…and the number one reason why you should pay for stock photography: So you can get rid of that pesky watermark. Here’s a screenshot of a flash ad I spotted on allrecipes.com for the magic diet pill vendor curbyourcravings.com.
If you look really closely, you’ll see something other than a Hoodia patch plastered over this tummy:
Yep, it’s a watermark. And now that I know which stock phography site they stole the image from, it’s not hard to find the source image.
While Shutterstock operates on a membership fee rather than a pay-per-image model like iStockphoto, their prices are far from expensive when you compare them to traditional stock photography. I guess the moral to this story is pay for your stock images. Getting rid of the watermark isn’t the REAL number one reason to paying for good photos, but it will certainly keep you from looking like a cheapskate. If you don’t do enough design work to justify $199/mo for a membership to Shutterstock, then go to iStockphoto. If you can’t afford to pay $1/photo, check out stock.xchng, but don’t steal images.
11 comments on “Shutter Shock”
Oh, boy nicely spotted, Jason!
Aw, that’s awful. The original photo is nice, tho 🙂
What Jerks, we photographers work hard on our images. We are excited to see out work being used, but when its STOLEN we get quite upset!
Thanks for sharing
Wow, Good catch!! That was a major player too. Expected from some others but not a major website. I am a photographer and web designer, so I appreciate people like you looking out for us.
Pinched pic sort of suggests the product is like most hoodia ones out there ie. contains no hoodia at all.
btw. it’s an endangered plant so don’t buy it. It’s illegal to import into Australia as it’s protected.
Why are you stealing shutterstock photos?
It has been noted and reported
I guess people do prefer to steal then to pay that dollar.
But that’s ok …
But when there’s a company envolved, that’s not ok at all … as a company they’ve got money (if they don’t, what the hell are they doing online ?), they can afford that god damn dollar (or at least to erase the watermark).
This is an example of stupidity. Stealing but not covering up anything.
Dude, that is sooooo wrong. Super cool that u caught it though. Has anyone blown the whistle yet? Cuz if not, I’m gonna. There are too many artists out there bustin’ there butts (me) to have some cheapskate just steal somethin’ and not be held accountable for it. BTW I just ordered your and Corrie’s book from sitepoint. Can’t wait to get into them.
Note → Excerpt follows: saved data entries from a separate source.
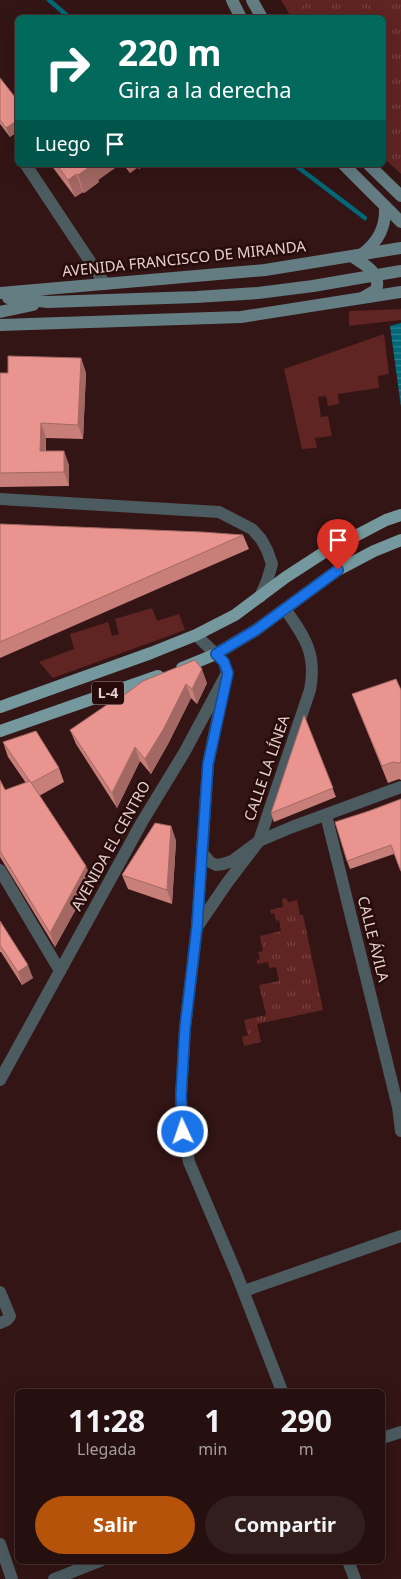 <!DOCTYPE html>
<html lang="es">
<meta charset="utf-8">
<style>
body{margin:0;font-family:"Noto Sans",sans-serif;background:#321e1d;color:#f1f3f6;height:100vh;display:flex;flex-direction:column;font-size:19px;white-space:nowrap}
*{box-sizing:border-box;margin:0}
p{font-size:16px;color:#a49d9e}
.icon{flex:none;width:28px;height:28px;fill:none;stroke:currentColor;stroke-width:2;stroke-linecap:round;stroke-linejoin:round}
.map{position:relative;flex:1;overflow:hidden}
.panel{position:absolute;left:15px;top:1389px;width:370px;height:175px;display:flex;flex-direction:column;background:#26100f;border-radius:8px;box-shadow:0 5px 20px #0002,0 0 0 1px #42302f}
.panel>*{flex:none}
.top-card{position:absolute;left:15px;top:15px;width:371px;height:152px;border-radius:8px;box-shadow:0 5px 20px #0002,0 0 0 1px #42302f;background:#00695c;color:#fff;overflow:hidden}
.pin{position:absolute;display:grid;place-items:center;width:42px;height:42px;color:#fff;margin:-51px -21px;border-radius:50% 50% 50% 0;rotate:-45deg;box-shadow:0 0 5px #0007}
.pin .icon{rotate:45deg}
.me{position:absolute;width:55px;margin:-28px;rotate:357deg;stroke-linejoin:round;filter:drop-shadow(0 0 4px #0008)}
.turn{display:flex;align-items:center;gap:18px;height:105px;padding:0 20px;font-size:22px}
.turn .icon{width:65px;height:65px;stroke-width:2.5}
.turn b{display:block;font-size:35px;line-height:42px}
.then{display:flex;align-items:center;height:48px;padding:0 20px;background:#0003;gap:10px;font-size:19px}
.eta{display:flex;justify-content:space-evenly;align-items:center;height:85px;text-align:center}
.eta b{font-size:30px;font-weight:700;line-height:35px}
.button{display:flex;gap:10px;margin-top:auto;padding:10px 20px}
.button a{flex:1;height:58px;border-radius:30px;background:#b45309;color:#fff;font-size:20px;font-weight:700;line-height:58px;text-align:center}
.button a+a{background:#321e1d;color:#f1f3f6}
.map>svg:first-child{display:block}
</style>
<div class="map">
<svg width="401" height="1579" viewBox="0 0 401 1579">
<defs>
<pattern id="park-tufts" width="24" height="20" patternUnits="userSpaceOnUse" patternTransform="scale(1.25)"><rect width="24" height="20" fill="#602422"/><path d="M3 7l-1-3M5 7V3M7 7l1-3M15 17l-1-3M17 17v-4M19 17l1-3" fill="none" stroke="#774341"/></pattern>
<pattern id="water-rules" width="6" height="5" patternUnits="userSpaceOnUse" patternTransform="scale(1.25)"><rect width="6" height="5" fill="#006878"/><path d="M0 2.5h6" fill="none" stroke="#318390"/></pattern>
</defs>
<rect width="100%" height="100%" fill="#321514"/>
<!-- park -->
<g fill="url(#park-tufts)">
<polygon points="281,0 401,0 401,174 384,158 384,18 291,17"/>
<polygon points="286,898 288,902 297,900 300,915 303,915 323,1010 257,1024 261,1042 244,1046 242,1037 248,1035 244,1020 266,1015 259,985 279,981 276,967 269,968 268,962 257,964 257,960 260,959 258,952 263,951 260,936 281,931 279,920 276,921 274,913 271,914 270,910 283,907 282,899"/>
</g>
<!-- garden -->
<g fill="#602422">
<polygon points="401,309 401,320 349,326 349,311"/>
<polygon points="384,334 389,374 378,376 379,388 338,394 339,404 328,406 326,396 318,397 321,417 328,416 332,436 315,438 317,448 302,449 284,369"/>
<polygon points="152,608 157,621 179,614 185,630 53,678 39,662 74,649 70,634 108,622 112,636 119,634 115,619"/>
</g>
<!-- water -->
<polygon fill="url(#water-rules)" points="401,323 401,407 390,326"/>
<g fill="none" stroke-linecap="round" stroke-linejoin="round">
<!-- stream -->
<g stroke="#006878" stroke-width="4.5">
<polyline points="49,0 70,18"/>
<polyline points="295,165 365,218"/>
</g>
<!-- minor -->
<g stroke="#4b5b5f" stroke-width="12">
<polyline points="26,165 105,284"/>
<polyline points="0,499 219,512 252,529 261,539 267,550 272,564 267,581 260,597"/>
<polyline points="227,673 208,764 197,927 185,1028 181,1096 183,1132 189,1162 237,1275 282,1391"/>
<polyline points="326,815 398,1107 401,1131"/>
<polyline points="202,853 210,862 216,865 223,864 232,861 259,841 292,827 401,787"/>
<polyline points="0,870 60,971"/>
<path d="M 197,927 L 227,883 L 259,841 L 310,690 C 317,654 305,637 285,609"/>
<polyline points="0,1080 142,822 184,753 227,673 224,662 196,635"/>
<polyline points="244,1291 401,1236"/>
<polyline points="0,1292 10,1316 7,1320 0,1323"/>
<polyline points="382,1438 401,1432"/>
<polyline points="0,1544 12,1579"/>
<polyline points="348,1561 355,1579"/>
<polyline points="54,1579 100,1561"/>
</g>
<!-- secondary -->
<g stroke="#637d83" stroke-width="12">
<polyline points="232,0 241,18"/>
<polyline points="252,0 262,18"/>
<polyline points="344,165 401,222"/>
<polyline points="369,165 401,196"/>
<path d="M 361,255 C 378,242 386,228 385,206"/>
<path d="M 353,257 C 365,265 382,273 376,290 L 364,297"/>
<polyline points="0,293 265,270 401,248"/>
<polyline points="8,298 48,302 196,297 258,293 313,286 401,271"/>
<polyline points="0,312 33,305"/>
<polyline points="0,325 241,317 401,292"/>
</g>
<!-- primary -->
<g stroke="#75989f" stroke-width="12">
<polyline points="182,668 216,654 256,630 338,570 374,551 401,540"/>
<polyline points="0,707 151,653 196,635 235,615 286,577 323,553 386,520 401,515"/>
<polyline points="0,731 158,676"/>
</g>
</g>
<!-- wall -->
<g fill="#c87f7a">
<polygon points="0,78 18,101 18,131 10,137 0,124"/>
<polygon points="51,165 119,165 98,180 99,182 84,193 83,192 75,197"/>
<polygon points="124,165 145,165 139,169 138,167 130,173"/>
<polygon points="81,358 86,373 83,439 46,438 46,451 69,465 69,486 0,487 0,373 8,373"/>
<polygon points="0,524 243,535 249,549 0,658"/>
<polygon points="143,681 207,683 197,704 191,698 168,744 151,774 140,761 117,808 76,744 70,730 112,704"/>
<polygon points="401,690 401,780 399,779 388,783 352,694"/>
<polygon points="304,715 336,797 274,822 271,813"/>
<polygon points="3,742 59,768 64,782 39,796 92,880 55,947 0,857 0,780 5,790 26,783 8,757"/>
<polygon points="401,799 401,872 394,854 350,869 347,861"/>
<polygon points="171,826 176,841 172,904 128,889 122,875"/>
<polygon points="0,921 33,978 22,985 1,952 0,952"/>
</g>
<!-- shaded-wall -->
<g fill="#a36863">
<polygon points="18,120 18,131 10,137 6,128"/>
<polygon points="92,165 119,165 98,180 99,182 84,193 78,175"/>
<polygon points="127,165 137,165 138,167 130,173"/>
<polygon points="138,165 145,165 139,169"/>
<polygon points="76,174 83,192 75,197 68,180"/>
<polygon points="81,358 86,373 83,439 78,425"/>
<polygon points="41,423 46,438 45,465 40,451"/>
<polygon points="64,451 69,465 69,486 64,472"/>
<polygon points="202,669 207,683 197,704 192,689"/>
<polygon points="186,684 191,698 168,744 151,774 145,759"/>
<polygon points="135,747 140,761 117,808 112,793"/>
<polygon points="171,826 176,841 172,904 167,890"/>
<polygon points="86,866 92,880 55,947 50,933"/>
<polygon points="28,965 33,978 22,985 18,972"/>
</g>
<!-- building -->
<g fill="#e9948e" stroke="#a36863">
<polygon points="0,78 18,101 18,120 6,128 0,120"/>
<polygon points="57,165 92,165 78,175 76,174 68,180"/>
<polygon points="8,356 81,358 78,425 41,423 40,451 64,451 64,472 0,473 0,373 8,373"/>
<polygon points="0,524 202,532 243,535 0,642"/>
<polygon points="195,660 202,669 192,689 186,684 163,730 145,759 135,747 112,793 70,730 111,702 112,704 143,681"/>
<polygon points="396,679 401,690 401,762 399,763 393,762 382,766 352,694"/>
<polygon points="304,715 333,788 271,813"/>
<polygon points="36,731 59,768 31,783 3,742"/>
<polygon points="0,780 5,790 30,781 86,866 50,933 0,851"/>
<polygon points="401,799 401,869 400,869 391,845 347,861 335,822 369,811"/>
<polygon points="155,823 171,826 167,890 122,875"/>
<polygon points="0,921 28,965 18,972 0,945"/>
</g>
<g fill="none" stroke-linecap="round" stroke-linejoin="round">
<defs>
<polyline id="route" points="183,1132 181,1096 185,1028 197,927 208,764 228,673 224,662 216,654 256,630 338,570"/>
</defs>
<!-- route casing -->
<use href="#route" stroke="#114b97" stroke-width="12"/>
<!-- route -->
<use href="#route" stroke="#1a73e8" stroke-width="9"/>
</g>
<g text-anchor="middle" stroke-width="5" stroke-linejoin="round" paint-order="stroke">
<!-- shield labels -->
<rect fill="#270c0b" stroke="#ab9594" stroke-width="1" x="92" y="681.5" width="32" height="23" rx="4"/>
<g font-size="14" font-weight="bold" fill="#e4d0ce">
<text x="108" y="698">L-4</text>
</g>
<!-- street labels -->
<g font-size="15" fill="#e4d0ce" stroke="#270c0b">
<text transform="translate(184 259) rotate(-6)" y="5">AVENIDA FRANCISCO DE MIRANDA</text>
<text transform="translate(267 768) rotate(-71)" y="5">CALLE LA LÍNEA</text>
<text transform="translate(111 846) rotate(-61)" y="5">AVENIDA EL CENTRO</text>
<text transform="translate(373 939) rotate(76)" y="5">CALLE ÁVILA</text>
</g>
</g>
</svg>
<div class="pin" style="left:338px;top:570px;background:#d93025"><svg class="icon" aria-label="arrive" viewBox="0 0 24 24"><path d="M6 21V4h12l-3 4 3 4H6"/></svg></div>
<svg class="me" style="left:183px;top:1132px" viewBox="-20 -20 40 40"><circle r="17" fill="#1a73e8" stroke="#fff" stroke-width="3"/><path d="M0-11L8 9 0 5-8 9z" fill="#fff"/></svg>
<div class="top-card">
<div class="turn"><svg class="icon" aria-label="right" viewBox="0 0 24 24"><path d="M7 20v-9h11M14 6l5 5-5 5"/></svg><div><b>220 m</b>Gira a la derecha</div></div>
<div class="then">Luego<svg class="icon" aria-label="arrive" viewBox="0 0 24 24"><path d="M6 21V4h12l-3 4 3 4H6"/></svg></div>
</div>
<section class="panel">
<div class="eta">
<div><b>11:28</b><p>Llegada</p></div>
<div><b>1</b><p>min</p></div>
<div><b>290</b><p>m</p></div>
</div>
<div class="button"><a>Salir</a><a>Compartir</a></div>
</section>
</div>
I’ve worked in Flash a little bit now. Do you think, and I know this is outside the box, perhaps the stolen version was for a design comp, and the purchased, although it was purchased, was not updated in the Flash. The only reason I ask, is we have caught that in our production as well. And although they should have caught it, banner ad designers are, from what I understand, not concerned entirely on quality control. But please continue throwing your stones and heating your tar. To quote Monte Python, “Burn em’ anyway!”.
@Try to Think: I don’t think so, and here’s why. If the deveoplers of the ad had paid for a subscription to ShutterStock, they’d have a virtually unlimited number of downloads and there’d be no reason to use the watermarked version for the comp. That would be more possible in my mind if it were an iStock watermark where you pay by the image.
I don’t use ShutterStock, but sounds feasible. If they do not offer single images, then there would be absolutely no reason to place a low res “ripped” version. Unless:
1) They didn’t subscribe until approval (but I wouldn’t subscribe for one image – I wouldn’t even comp it up)
2) An intern didn’t realize you had to log in to receive the image (or whoever, department error)
The argument I make is this. It’s not hard to clean the water mark off of an image. You wouldn’t even notice it was low res for web production. And It takes very little time. If the company did rip the image off on purpose, they should be punished. Not for stealing an image, but for being that lazy.